Print each line from the start of the records below up through the line where "height:19px; margin:-9.5px; padding:0" is found, exactly as given.
[EXTRACTED MATERIAL Boundary: Start]
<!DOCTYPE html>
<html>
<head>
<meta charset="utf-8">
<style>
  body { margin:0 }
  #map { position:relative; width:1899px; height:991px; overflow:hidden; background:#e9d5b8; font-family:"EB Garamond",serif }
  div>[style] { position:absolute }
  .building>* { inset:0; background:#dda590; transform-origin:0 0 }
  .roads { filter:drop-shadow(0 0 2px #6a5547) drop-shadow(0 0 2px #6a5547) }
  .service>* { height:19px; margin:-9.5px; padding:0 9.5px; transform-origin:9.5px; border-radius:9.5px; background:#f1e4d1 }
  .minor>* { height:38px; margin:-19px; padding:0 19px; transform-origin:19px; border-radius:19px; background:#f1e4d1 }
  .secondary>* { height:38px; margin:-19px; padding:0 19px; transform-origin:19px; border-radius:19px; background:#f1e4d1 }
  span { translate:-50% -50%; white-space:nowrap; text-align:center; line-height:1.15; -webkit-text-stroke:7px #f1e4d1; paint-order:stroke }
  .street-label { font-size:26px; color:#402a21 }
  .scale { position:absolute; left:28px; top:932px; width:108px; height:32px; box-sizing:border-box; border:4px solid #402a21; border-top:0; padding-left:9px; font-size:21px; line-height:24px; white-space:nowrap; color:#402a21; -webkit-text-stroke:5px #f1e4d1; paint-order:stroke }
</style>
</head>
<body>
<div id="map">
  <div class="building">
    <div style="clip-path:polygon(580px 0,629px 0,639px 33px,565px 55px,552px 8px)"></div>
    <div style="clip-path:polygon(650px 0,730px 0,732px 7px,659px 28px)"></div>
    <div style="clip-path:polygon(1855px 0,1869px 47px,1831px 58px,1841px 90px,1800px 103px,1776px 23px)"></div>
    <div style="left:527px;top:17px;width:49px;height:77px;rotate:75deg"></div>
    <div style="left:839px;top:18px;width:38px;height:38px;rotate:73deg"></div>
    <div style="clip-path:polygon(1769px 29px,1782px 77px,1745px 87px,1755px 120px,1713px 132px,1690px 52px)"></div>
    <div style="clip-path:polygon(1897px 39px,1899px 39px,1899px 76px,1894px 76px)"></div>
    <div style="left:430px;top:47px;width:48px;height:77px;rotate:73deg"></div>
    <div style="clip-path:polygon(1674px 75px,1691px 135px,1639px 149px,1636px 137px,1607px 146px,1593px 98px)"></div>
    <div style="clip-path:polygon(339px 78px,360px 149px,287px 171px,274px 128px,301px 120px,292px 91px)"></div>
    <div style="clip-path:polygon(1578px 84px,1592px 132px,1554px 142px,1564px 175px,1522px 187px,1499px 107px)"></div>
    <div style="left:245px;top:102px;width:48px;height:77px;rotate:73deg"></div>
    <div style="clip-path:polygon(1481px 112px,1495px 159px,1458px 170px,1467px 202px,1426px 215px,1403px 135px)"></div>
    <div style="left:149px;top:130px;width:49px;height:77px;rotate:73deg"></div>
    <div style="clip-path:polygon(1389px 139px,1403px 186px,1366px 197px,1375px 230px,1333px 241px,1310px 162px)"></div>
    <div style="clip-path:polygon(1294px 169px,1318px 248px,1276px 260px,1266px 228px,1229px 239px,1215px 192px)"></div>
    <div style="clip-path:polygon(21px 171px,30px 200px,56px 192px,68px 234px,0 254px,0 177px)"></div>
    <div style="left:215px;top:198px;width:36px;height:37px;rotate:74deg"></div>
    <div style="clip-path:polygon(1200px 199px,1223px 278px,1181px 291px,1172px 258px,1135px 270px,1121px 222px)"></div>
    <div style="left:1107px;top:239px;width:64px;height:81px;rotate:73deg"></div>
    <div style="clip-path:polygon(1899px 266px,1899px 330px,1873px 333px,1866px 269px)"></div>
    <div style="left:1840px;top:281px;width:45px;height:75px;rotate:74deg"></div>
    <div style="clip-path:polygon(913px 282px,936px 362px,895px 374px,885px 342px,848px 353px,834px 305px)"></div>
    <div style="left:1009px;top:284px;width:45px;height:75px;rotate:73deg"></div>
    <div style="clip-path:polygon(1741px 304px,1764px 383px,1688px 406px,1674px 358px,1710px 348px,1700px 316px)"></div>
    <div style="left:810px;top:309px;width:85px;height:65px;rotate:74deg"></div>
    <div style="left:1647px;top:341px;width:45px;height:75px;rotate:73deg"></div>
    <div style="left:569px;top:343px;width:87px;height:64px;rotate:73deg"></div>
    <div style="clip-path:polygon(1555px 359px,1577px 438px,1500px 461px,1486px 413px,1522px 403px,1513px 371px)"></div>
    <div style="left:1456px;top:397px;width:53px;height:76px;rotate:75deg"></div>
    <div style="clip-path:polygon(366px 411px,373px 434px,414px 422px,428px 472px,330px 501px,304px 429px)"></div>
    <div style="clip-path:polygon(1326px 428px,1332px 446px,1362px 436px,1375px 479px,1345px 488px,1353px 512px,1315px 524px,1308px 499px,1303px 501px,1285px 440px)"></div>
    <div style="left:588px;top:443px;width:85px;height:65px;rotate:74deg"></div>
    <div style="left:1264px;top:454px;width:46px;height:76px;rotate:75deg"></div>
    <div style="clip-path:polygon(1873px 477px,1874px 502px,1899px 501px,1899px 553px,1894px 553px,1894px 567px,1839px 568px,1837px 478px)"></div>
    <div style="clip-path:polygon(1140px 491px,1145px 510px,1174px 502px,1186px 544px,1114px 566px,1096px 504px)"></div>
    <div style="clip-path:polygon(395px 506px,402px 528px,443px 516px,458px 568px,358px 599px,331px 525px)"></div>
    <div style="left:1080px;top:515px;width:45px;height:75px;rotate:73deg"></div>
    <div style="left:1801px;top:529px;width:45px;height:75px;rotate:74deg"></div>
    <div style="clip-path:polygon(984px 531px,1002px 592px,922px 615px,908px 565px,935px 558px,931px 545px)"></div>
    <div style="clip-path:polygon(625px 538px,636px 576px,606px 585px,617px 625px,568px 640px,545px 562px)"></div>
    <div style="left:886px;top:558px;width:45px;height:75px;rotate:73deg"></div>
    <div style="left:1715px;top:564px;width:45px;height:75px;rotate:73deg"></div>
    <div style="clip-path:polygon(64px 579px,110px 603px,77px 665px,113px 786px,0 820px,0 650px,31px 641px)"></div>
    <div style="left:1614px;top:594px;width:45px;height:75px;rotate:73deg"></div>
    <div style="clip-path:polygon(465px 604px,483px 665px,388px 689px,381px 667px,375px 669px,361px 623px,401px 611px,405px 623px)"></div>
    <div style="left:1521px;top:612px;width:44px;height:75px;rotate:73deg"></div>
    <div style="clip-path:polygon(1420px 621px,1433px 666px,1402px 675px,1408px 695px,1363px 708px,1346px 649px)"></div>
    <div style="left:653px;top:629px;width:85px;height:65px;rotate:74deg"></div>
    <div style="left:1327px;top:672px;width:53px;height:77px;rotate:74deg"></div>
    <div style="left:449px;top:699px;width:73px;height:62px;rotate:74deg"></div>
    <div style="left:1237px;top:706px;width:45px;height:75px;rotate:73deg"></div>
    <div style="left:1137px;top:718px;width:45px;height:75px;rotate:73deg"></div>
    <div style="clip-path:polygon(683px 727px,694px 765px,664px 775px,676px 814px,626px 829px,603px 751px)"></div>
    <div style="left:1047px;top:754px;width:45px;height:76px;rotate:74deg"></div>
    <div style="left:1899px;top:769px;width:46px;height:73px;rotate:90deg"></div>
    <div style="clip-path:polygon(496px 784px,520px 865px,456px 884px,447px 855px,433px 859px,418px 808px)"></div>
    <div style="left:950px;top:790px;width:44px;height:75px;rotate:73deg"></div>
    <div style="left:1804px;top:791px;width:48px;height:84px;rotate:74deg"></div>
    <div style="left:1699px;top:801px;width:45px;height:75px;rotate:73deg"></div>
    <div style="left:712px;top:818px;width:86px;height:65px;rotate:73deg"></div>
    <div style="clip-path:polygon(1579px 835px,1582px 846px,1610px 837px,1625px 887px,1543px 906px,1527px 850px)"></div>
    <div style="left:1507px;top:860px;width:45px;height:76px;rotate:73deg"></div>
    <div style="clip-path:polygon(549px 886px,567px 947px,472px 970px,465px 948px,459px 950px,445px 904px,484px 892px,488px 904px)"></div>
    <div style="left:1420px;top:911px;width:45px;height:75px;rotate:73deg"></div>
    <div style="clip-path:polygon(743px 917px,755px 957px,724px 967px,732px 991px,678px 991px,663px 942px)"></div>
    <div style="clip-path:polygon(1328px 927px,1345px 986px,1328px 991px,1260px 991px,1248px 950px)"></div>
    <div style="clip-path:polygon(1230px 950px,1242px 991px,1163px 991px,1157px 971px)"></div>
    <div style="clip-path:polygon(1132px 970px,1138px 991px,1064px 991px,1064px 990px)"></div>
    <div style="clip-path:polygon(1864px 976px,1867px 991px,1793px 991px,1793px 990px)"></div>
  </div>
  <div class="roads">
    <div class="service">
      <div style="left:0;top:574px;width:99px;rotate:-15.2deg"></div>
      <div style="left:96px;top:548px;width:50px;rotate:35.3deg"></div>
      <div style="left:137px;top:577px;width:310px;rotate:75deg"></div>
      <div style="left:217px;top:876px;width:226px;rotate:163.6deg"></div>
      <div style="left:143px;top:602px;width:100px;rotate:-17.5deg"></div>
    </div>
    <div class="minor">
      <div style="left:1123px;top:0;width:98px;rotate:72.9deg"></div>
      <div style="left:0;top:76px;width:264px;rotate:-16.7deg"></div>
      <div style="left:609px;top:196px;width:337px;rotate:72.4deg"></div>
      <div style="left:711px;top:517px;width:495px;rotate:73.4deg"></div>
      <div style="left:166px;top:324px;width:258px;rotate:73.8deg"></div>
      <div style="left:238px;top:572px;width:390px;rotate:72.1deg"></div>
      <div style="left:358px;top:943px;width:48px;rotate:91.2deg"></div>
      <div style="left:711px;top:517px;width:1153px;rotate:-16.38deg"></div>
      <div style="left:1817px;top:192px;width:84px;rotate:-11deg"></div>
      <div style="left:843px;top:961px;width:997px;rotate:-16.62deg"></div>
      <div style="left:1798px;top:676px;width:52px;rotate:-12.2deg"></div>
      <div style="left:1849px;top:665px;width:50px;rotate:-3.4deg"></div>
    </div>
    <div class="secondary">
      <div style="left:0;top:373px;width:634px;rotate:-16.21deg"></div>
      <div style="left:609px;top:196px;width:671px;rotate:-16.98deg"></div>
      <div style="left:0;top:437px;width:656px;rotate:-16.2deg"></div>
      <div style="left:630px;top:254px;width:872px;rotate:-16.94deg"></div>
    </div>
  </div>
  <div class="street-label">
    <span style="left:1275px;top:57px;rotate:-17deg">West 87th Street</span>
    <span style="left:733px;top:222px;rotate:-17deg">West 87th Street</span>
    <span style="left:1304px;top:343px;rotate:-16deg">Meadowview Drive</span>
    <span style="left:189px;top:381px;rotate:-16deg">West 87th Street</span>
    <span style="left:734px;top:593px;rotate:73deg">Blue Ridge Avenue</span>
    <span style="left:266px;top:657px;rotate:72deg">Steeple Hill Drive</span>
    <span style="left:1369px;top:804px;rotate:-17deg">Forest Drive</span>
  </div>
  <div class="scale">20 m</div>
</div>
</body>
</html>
[EXTRACTED MATERIAL Boundary: End]
EXERCISE RESPONSE
<!DOCTYPE html>
<html>
<head>
<meta charset="utf-8">
<style>
  body { margin:0 }
  #map { position:relative; width:1899px; height:991px; overflow:hidden; background:#e9d5b8; font-family:"EB Garamond",serif }
  div>[style] { position:absolute }
  .building>* { inset:0; background:#dda590; transform-origin:0 0 }
  .roads { filter:drop-shadow(0 0 2px #6a5547) drop-shadow(0 0 2px #6a5547) }
  .service>* { height:19px; margin:-9.5px; padding:0 9.5px; transform-origin:9.5px; border-radius:9.5px; background:#f1e4d1 }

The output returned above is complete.